センバツ甲子園準優勝の習志野に6回11安打5失点と打ち込まれ、チームも1対8と敗戦した千葉大会決勝の試合終了後。スタンドへのあいさつを終えると、ノーシードからの快進撃の立役者である八千代松陰・川和田悠太は、その場で泣き崩れた。

「単純に悔しかったんです。『頑張ってね』と応援してくれた地域や近所の方、昨日電話をくれたおじいちゃん、おばあちゃんの期待に応えられなかったと思うと……」

 それは常に飄々としたマウンドさばきで、強豪校の打者たちを翻弄してきた姿とは対照的な姿だった。それでも川和田はこの夏、かけがえのない経験を積むことができた。



チームを21年ぶりの決勝へと導いた八千代松陰のエース・川和田悠太

 ちょうど1年前。何を投げても打たれ、選手として限界を感じていた。「率先して道具を運んだり、みんなに愛される子です」と大木陽介部長が語るように、川和田は裏方の仕事もいとわず、本気でマネージャー転身を考えていた。

 しかし「僕の人生を変えてくれた先生。神様には逆らえません」と、二宮中学時代の恩師である長岡尚恭(なおやす)監督が引き留めてくれた。

 中学時代、川和田はサイドスローにしていた時期があり、打撃投手をしていた際も対戦相手対策としてあらゆる投げ方をするなど、器用なところがあった。そこで「どうせ辞めるなら……」という気持ちで本格的にサイドスロー転向を決意。それが川和田の高校野球人生を変える大きな転機となった。

 そしてこの冬は「心を入れ替えました」と練習に励んで手応えをつかんでいくと、今春からエースナンバーを背負うことになった。

 チームは、昨年秋は1回戦、この春は2回戦で敗れていたが、それでもこの夏の目標は「準決勝進出」だった。4回戦で春の千葉大会準優勝のAシード校・専大松戸と対戦。川和田は130キロ台のストレートとスライダーを中心に両サイドに投げ分け、6安打完投。優勝候補を5対1で破る大金星をあげた。「これで最後かもしれない」と、選手や家族の誰もが覚悟していたが、まさかと言っていいほどの快勝だった。

 これで勢いに乗ると、準々決勝ではBシードの千葉明徳も2安打完封。準決勝の市原中央戦では5回一死一、二塁、フルカウントから登板。四球を与えるも後続を抑えて無失点に抑えると、その後も相手打線を封じ、チームを決勝へと導いた。

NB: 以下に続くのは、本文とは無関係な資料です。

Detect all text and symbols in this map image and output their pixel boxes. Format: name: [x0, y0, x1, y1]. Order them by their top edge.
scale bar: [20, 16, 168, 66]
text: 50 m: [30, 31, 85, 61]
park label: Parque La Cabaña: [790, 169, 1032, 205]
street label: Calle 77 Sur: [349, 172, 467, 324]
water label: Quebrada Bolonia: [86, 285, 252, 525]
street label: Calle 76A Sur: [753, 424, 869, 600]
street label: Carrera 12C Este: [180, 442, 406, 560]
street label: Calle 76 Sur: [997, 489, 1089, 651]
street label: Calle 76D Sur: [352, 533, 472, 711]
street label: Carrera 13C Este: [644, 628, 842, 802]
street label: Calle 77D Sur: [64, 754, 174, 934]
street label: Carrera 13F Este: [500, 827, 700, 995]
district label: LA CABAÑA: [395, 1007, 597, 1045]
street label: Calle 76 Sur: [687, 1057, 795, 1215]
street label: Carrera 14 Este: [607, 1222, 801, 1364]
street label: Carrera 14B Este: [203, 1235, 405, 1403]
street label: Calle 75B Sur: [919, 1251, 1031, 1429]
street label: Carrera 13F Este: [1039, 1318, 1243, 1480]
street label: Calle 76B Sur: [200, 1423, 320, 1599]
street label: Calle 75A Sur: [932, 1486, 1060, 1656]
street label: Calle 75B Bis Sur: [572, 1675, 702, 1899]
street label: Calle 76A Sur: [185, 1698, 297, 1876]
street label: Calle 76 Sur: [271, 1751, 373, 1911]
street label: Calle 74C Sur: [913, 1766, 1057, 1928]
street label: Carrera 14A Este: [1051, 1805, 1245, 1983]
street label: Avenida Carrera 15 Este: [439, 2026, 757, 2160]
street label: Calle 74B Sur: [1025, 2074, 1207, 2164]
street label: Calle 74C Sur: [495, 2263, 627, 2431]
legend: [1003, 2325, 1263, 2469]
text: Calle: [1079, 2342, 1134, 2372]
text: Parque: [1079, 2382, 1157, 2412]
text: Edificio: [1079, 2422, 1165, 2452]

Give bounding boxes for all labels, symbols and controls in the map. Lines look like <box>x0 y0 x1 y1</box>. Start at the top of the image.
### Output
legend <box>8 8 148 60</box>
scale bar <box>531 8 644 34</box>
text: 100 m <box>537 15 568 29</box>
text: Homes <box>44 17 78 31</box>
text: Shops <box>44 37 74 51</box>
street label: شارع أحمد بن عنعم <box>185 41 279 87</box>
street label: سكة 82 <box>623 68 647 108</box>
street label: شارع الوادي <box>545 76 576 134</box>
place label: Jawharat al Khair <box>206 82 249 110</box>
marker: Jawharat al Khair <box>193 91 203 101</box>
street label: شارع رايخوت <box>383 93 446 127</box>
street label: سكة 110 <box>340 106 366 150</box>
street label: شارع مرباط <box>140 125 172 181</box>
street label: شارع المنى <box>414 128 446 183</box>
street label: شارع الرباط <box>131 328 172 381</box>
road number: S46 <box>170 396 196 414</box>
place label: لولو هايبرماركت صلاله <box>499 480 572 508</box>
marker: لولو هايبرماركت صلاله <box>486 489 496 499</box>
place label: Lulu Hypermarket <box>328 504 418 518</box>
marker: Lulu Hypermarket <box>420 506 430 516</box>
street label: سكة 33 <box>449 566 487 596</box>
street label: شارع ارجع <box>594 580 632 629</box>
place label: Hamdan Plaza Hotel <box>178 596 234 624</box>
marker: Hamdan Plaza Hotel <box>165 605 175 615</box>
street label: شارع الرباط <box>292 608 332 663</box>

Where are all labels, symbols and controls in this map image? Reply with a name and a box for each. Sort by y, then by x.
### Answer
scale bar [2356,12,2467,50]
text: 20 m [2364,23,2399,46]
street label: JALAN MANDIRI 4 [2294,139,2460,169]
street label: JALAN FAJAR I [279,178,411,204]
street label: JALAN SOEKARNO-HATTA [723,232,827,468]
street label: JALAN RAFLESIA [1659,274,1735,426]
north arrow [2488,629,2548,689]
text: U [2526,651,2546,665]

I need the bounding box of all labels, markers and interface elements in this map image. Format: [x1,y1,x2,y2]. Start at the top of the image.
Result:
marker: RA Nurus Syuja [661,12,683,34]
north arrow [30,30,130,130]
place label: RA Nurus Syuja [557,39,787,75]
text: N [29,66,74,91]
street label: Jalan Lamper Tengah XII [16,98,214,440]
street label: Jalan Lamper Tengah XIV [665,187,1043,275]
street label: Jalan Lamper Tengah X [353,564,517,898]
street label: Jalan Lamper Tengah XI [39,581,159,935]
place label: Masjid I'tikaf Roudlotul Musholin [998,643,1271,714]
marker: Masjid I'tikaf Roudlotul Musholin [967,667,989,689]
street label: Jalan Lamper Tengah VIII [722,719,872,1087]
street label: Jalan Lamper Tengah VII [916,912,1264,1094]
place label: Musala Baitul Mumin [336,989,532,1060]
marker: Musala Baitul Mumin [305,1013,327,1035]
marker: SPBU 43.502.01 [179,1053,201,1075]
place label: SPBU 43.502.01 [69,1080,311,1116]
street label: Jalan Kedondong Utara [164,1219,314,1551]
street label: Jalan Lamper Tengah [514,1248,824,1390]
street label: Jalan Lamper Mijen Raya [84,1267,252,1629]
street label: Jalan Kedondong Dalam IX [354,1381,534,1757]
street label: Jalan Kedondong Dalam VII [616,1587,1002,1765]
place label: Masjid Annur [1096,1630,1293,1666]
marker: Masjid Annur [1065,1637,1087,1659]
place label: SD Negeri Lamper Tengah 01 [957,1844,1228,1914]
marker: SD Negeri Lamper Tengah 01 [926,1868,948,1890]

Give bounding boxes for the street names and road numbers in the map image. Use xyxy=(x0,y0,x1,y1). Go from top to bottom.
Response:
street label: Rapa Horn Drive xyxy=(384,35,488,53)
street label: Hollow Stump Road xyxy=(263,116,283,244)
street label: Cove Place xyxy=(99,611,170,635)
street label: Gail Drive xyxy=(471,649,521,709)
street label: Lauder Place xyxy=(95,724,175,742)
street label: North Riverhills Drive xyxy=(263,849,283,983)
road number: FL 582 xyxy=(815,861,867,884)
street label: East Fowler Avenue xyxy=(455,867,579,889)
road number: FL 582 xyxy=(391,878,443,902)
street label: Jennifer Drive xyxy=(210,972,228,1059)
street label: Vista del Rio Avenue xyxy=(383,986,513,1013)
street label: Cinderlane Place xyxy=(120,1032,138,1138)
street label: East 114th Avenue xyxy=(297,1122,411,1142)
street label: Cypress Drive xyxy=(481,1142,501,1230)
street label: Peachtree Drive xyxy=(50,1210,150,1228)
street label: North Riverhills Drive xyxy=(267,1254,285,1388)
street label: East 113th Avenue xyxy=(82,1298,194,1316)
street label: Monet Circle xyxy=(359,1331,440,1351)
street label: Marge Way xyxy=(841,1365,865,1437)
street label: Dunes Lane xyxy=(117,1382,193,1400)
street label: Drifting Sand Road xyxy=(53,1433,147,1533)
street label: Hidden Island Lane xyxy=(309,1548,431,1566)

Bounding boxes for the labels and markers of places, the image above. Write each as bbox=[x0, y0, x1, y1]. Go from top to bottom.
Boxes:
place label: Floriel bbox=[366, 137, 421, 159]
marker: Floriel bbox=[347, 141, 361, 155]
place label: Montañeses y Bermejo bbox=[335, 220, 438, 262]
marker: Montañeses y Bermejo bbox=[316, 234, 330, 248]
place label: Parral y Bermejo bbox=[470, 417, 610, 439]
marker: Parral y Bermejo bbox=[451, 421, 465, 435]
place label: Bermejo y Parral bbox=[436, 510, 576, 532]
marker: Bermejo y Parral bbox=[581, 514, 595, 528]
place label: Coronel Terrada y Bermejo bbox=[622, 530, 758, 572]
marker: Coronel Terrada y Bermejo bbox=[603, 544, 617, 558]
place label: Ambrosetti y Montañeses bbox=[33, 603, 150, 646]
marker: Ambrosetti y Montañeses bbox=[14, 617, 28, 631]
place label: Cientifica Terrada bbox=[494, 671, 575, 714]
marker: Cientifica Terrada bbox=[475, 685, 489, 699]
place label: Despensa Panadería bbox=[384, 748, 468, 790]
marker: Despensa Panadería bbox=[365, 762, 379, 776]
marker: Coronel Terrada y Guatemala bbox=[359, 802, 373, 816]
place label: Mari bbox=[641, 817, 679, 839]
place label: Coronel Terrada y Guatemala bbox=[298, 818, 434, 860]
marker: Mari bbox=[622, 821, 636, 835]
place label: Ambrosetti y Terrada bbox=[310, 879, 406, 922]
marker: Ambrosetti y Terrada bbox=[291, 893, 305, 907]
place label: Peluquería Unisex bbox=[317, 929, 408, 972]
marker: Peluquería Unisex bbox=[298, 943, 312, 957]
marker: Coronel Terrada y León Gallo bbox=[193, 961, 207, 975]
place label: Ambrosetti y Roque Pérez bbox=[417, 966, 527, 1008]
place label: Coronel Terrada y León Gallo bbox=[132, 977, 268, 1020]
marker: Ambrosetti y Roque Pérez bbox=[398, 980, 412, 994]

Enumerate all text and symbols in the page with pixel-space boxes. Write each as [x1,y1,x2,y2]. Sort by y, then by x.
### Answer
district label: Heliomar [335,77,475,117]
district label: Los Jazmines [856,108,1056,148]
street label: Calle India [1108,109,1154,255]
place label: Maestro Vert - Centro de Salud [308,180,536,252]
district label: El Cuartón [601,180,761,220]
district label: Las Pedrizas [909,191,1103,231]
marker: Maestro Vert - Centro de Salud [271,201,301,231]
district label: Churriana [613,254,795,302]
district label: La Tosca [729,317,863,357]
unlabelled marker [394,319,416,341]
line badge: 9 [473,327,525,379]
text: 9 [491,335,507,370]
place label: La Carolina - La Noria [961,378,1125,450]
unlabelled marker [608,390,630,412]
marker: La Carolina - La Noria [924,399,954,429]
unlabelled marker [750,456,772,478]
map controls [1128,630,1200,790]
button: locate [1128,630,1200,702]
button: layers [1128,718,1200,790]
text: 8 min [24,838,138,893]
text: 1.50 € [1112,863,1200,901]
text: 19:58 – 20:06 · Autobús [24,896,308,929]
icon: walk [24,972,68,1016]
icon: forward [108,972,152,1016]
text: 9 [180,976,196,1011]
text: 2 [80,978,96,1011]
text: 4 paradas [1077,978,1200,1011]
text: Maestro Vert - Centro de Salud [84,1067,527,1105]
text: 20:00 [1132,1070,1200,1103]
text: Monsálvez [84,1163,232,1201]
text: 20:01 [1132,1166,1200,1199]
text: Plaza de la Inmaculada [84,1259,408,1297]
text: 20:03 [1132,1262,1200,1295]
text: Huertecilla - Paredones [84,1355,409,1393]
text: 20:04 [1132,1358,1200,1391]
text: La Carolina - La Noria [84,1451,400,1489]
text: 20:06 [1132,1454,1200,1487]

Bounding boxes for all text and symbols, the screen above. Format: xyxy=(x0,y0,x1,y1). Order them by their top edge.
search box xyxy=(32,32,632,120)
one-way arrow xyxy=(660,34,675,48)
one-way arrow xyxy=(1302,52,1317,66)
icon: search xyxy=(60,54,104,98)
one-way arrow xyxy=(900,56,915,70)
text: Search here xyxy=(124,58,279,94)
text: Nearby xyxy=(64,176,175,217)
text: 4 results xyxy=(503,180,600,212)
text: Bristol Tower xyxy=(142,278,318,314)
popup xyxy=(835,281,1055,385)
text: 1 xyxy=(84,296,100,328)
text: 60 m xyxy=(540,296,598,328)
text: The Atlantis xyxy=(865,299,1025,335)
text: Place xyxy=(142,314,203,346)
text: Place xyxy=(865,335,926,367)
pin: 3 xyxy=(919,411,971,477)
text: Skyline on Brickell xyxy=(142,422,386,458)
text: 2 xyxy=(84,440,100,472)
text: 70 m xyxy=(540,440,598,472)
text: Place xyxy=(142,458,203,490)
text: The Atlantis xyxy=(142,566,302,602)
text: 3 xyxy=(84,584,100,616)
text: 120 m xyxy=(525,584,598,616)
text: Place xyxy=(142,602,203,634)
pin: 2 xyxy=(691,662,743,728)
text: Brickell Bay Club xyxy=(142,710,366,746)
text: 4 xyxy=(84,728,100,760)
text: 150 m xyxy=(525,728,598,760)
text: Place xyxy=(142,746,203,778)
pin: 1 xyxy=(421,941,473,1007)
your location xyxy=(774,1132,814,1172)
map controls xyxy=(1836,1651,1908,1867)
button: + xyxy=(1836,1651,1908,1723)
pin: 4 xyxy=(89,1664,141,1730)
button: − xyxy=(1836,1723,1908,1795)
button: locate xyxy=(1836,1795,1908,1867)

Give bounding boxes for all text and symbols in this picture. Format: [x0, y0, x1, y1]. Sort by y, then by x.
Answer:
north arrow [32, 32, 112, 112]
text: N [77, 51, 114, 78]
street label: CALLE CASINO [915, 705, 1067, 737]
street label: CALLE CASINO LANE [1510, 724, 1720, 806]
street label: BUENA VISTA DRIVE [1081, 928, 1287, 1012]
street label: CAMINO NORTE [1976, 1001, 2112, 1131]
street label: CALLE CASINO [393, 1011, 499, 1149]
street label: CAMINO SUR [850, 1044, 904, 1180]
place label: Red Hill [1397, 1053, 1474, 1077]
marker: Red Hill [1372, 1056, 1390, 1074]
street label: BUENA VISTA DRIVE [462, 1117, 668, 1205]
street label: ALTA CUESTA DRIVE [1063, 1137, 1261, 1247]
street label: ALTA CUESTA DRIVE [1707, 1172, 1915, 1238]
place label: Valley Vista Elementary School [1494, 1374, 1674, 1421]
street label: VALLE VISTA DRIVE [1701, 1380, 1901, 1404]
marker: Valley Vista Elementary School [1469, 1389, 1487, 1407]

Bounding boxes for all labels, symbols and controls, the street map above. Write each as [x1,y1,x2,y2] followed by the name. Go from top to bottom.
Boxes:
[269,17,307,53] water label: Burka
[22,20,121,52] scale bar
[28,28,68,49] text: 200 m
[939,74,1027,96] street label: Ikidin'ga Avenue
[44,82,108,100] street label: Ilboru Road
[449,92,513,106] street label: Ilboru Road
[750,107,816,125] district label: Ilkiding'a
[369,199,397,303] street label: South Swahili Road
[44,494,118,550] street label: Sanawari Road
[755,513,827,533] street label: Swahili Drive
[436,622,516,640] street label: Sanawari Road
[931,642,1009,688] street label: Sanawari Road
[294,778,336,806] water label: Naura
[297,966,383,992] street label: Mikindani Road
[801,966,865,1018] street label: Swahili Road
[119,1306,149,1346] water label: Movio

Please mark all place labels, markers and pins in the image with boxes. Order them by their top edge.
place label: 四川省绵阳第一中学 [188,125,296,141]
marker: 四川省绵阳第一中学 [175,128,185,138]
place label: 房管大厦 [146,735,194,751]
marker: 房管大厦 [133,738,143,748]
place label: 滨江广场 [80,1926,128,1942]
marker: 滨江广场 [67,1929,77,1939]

 この快投の連続には、思い切った作戦があった。専大松戸戦からプレートの踏む位置を一塁側に変えたのだ。それまでの三塁側だと、打者にボールが見えやすくなっていると感じ、自ら判断した。

 またタメをつくるような意識で打者を見つめ、打ち気がないと見るや、ど真ん中に投げることもあった。

 そして決勝の習志野戦では「高校で投げるのは初めて」というワンシームを投じた。センバツ準優勝校で百戦錬磨の習志野打線には効果が得られず、「途中から(捕手の)佐々木(優)がサインを出さなくなりました」と苦笑いしたが、「試さなければ成長はないので」と悔いは一切見せなかった。

 1年前に終わりかけた野球人生だったが、この夏、千葉で一番長い夏を過ごすこととなった。

 卒業後の進路を尋ねると、「大学はまだ決まっていませんが、野球を続けて、いろんなことを試していきたいです」ときっぱり答えた。川和田の挑戦は続く。